C'est le lieu de rappeler que les différents critères consacrés par la
jurisprudence en matière de troubles somatoformes douloureux ou de
fibromyalgie sont un instrument, pour l'expert et l'administration (le cas
échéant pour le juge), servant à qualifier la souffrance vécue par un assuré,
afin de déterminer si celui-ci dispose ou non des ressources psychiques
permettant de surmonter cet état; ces critères ne constituent pas une liste
de vérification mais doivent être considérés comme une aide à l'appréciation
globale de la situation douloureuse dans un cas concret. Or, en l'espèce, ce
qui ressort surtout des constatations des experts est le fait que M.________
est capable de composer avec ses douleurs. Comme le relève le professeur
C.________, le prénommé parvient à surpasser son état douloureux lorsqu'il
est occupé à des petites tâches qui l'intéressent (aller promener son chien,
rendre service à ses voisins, bricoler et aider sa femme dans le ménage et
dans les activités bénévoles que celle-ci exerce au Centre Y.________); il
mène par ailleurs une vie émotionnelle et sociale pratiquement normale et se
déclare satisfait de son sort, n'ayant pas besoin de gagner tellement
d'argent pour vivre (voir pages 4 et 5 du rapport d'expertise). Le docteur
R.________ a fait des observations similaires à ce sujet, ajoutant que
l'assuré serait même prêt à accepter un stage de réadaptation professionnelle
et à reprendre une activité lucrative en rapport avec ses capacités, ce dont
il n'était pas disposé à faire à l'issue de son examen par le professeur
C.________.

Tous ces éléments concordants laissent présumer que la fibromyalgie et ses
effets peuvent être surmontés par un effort de volonté raisonnablement
exigible de la part de l'intimé. Aussi, convient-il de nier une incapacité de
travail résultant de ce seul diagnostic et de considérer que l'assuré est
encore capable d'exercer à temps complet une activité adaptée (voir la lettre
du professeur C.________ du 5 mars 2002 à l'intention de l'office AI dans
laquelle ce médecin a maintenu que la profession habituelle de chauffeur de
poids lourds était médicalement contre-indiquée).
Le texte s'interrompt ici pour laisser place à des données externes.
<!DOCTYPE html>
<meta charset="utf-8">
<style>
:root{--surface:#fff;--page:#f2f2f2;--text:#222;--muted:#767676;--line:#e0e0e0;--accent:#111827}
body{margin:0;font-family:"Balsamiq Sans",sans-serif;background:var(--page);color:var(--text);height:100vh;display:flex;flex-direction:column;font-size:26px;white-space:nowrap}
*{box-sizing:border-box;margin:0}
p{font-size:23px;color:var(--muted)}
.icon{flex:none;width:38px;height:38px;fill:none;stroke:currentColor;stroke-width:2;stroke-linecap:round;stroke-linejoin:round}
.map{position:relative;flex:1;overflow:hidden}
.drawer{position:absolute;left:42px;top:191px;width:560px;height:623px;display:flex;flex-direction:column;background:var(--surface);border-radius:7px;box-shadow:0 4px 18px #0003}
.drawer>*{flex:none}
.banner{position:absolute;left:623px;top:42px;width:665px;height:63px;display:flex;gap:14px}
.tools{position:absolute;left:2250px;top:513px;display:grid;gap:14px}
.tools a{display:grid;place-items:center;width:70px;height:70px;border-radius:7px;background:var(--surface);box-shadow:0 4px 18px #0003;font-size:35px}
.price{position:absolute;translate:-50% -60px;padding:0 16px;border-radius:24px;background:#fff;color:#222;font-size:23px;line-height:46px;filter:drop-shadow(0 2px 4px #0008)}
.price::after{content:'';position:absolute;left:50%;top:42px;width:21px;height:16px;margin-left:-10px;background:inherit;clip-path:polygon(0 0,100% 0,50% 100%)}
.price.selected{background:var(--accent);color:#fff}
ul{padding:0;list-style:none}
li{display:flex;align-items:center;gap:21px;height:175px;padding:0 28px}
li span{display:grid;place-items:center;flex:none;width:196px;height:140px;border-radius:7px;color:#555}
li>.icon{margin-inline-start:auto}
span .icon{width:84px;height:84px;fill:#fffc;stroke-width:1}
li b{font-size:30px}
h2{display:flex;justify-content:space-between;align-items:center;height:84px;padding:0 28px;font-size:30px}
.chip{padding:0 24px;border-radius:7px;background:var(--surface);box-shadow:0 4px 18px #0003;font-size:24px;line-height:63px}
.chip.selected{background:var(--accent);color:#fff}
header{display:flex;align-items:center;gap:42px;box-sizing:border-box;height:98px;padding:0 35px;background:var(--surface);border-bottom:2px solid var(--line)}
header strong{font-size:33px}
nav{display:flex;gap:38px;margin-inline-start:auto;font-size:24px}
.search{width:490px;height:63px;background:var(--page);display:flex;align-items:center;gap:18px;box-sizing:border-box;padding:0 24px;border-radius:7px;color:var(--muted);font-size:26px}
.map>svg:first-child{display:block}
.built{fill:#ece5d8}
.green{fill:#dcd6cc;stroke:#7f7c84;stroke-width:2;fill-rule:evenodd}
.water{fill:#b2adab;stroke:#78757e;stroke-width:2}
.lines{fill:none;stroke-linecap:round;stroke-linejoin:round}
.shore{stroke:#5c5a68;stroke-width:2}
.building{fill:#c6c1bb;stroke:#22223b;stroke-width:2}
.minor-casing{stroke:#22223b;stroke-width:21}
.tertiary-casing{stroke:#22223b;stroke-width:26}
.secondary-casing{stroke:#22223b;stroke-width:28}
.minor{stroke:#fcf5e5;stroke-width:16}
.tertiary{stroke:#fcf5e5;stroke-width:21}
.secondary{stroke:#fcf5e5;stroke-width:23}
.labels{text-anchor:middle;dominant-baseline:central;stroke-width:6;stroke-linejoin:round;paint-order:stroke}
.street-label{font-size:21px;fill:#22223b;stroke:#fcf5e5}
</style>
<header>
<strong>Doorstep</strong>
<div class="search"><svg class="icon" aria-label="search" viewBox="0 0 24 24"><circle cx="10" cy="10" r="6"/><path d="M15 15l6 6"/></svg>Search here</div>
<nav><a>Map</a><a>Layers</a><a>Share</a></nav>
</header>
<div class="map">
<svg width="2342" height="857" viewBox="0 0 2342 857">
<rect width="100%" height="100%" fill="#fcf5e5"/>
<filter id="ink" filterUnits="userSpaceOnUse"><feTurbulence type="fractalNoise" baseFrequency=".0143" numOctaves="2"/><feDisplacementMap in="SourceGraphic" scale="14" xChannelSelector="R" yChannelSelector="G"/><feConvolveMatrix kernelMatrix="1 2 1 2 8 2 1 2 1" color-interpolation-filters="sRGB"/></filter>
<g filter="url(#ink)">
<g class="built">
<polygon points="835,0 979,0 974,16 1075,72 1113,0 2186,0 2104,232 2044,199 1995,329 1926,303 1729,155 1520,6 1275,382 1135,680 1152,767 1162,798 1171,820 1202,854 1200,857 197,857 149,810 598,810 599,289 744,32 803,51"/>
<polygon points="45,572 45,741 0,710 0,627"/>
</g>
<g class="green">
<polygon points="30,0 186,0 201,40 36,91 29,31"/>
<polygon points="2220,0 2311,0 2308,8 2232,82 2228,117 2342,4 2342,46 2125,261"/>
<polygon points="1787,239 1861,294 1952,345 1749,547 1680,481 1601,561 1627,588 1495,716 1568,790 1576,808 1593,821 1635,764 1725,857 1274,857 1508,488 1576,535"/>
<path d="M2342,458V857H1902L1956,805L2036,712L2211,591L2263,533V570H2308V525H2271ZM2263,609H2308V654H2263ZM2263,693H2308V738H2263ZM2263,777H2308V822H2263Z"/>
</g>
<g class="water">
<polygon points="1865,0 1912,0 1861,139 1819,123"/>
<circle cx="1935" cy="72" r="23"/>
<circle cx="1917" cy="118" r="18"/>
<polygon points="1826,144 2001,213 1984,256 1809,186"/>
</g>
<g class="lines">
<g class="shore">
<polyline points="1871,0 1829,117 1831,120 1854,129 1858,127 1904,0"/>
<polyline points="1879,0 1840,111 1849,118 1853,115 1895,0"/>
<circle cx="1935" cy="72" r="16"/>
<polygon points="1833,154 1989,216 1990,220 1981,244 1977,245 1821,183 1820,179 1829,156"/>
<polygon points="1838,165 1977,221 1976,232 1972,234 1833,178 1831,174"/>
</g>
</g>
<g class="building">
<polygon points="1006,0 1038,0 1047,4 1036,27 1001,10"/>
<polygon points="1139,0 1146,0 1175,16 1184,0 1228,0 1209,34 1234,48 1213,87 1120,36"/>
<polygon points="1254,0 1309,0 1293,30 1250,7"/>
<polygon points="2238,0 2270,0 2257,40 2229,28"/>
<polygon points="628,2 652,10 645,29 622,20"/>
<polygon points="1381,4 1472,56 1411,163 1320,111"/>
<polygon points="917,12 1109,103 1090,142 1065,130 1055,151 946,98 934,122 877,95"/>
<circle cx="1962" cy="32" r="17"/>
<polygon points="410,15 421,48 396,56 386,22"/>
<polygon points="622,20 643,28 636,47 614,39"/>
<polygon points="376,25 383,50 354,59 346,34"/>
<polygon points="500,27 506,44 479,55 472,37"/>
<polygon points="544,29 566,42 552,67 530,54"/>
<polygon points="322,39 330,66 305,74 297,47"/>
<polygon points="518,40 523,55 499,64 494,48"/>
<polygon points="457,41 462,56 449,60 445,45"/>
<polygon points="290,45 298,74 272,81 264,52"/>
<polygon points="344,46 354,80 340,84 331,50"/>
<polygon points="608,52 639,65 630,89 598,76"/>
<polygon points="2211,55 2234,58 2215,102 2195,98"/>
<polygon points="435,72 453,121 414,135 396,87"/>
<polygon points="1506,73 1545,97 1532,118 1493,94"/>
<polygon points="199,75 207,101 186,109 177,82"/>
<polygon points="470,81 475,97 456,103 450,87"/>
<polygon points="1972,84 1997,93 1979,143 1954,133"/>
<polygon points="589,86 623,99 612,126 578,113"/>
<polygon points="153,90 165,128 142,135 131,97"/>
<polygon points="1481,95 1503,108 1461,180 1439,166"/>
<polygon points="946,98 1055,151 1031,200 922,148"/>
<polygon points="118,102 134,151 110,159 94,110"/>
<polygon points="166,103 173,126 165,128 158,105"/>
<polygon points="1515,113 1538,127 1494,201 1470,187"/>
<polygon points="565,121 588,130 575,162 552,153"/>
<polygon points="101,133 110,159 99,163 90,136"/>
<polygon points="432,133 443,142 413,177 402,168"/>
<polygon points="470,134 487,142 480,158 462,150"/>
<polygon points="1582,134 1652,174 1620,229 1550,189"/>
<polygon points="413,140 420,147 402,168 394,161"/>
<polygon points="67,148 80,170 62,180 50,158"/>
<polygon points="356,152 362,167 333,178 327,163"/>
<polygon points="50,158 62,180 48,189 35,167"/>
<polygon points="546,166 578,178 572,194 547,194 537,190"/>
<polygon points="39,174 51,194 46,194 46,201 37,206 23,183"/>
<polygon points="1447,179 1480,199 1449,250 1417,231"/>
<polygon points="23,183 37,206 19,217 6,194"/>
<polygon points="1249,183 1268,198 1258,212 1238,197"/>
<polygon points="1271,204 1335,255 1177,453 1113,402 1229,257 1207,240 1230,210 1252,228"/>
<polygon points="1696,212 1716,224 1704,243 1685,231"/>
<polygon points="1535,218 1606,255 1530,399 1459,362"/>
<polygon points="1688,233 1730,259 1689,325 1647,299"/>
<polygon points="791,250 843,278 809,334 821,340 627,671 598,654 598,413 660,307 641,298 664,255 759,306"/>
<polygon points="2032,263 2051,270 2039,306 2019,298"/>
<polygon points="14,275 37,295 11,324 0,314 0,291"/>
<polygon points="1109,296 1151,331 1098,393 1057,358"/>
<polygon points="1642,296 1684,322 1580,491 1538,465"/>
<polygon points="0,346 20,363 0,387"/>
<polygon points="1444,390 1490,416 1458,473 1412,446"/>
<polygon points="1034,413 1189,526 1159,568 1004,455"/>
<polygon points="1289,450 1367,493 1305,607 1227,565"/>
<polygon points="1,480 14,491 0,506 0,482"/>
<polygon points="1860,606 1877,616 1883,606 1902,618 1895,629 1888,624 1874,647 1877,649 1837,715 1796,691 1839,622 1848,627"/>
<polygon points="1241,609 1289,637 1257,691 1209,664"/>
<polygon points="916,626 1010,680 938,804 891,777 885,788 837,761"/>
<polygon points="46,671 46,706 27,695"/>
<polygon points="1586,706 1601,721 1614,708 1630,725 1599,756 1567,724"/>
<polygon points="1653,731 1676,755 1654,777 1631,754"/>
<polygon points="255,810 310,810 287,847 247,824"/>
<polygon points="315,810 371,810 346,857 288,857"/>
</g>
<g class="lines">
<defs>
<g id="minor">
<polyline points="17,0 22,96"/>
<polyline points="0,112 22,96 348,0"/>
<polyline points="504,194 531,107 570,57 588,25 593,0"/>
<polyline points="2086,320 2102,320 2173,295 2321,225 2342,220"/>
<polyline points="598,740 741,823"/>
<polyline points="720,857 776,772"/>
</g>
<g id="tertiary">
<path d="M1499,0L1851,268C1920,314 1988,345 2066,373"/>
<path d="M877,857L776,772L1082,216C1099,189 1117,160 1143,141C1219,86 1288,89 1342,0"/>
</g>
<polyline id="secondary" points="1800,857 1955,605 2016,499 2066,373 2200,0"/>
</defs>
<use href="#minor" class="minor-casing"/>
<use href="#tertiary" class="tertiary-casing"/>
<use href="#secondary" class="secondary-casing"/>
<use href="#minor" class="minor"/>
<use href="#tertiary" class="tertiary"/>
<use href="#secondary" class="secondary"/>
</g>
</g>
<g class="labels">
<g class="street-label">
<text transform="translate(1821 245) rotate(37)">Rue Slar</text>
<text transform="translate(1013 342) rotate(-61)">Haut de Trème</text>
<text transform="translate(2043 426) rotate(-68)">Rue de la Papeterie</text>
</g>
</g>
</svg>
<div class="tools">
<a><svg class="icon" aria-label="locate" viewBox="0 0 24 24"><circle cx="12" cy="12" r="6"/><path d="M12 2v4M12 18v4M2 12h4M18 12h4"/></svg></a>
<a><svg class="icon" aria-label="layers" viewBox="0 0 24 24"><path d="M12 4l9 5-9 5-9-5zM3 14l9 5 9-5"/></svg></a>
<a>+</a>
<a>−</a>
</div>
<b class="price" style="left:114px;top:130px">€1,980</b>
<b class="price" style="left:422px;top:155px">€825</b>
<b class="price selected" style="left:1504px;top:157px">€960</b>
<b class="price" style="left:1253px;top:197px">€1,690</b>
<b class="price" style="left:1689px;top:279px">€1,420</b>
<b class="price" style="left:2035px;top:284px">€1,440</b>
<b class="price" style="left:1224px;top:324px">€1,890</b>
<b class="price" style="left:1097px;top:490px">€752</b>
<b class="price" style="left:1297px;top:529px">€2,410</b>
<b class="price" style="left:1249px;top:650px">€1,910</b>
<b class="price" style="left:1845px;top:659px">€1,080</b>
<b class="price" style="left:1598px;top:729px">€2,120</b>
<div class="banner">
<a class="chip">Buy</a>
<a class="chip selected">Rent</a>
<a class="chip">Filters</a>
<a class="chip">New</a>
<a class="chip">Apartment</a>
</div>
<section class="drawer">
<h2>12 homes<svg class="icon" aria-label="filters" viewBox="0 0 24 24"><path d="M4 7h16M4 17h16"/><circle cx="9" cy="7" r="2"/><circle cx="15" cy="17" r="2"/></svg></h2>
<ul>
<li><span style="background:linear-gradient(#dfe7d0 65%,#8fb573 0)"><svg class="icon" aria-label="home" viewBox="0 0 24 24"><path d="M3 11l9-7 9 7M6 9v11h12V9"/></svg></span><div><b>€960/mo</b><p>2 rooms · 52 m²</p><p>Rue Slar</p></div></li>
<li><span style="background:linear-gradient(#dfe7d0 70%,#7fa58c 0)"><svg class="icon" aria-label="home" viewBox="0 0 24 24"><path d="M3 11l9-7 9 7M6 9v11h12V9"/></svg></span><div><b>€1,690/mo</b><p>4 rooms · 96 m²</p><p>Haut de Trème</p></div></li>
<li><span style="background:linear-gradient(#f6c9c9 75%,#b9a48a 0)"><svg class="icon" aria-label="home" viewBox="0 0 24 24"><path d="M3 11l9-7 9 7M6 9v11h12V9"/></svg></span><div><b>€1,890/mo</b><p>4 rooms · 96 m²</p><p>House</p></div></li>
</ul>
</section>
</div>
4.2 La comparaison des revenus hypothétiques déterminants à la date de
l'ouverture du droit éventuel à une rente (l'année 2000) conduit à un degré
d'invalidité n'ouvrant pas le droit à une rente (cf. art. 28 al. 1 LAI). Pour
fixer le revenu d'invalide de l'intimé, il y a lieu de se référer aux données
résultant de l'Enquête suisse sur la structure des salaires 2000 publié par
l'Office fédéral de la statistique (cf. ATF 126 V 76 consid. 3b/aa et bb, 124
V 322 consid. 3b/aa). Cela donne un montant de 50'076 fr. en tenant compte du
niveau de qualification 4 pour les hommes (activités simples et répétitives),
d'un horaire hebdomadaire de travail de 41,8 heures (La Vie économique,
12-2002, p. 88, tabelle B 9.2) et d'un abattement du salaire statistique de
10 %. Eu égard au revenu sans invalidité que l'intimé aurait pu obtenir en
2000 s'il n'avait pas dû abandonner son métier pour des raisons de santé
(57'854 fr.), il en résulte le taux de 13,4 % [(57'854 - 50'076) x 100 :
57'854].

5.
Du moment où l'intimé n'a pas droit à une rente d'invalidité, il se pose à
nouveau la question des mesures d'ordre professionnel. Celle-ci fait en effet
partie de l'objet de la contestation (voir ATF 125 V 414 consid. 1). Un tel
droit doit toutefois être nié.

En particulier, le reclassement selon l'art. 17 LAI n'entre clairement pas en
ligne de compte. D'une part, le degré d'invalidité de l'assuré se situe
largement en dessous du seuil de 20 % à partir duquel la jurisprudence admet
le droit à une telle mesure (ATF 124 V 110 consid. 2b et les références).
D'autre part, on peut douter de l'opportunité d'une telle mesure chez
l'assuré.

Par ces motifs, le Tribunal fédéral des assurances prononce:

1.
Le recours est admis en ce sens que le jugement du 17 mars 2004 du Tribunal
cantonal genevois des assurances sociales est annulé à l'exception du chiffre
5 du dispositif.

2.
Il n'est pas perçu de frais de justice.

3.
Le présent arrêt sera communiqué aux parties, au Tribunal cantonal genevois
des assurances sociales et à l'Office fédéral des assurances sociales.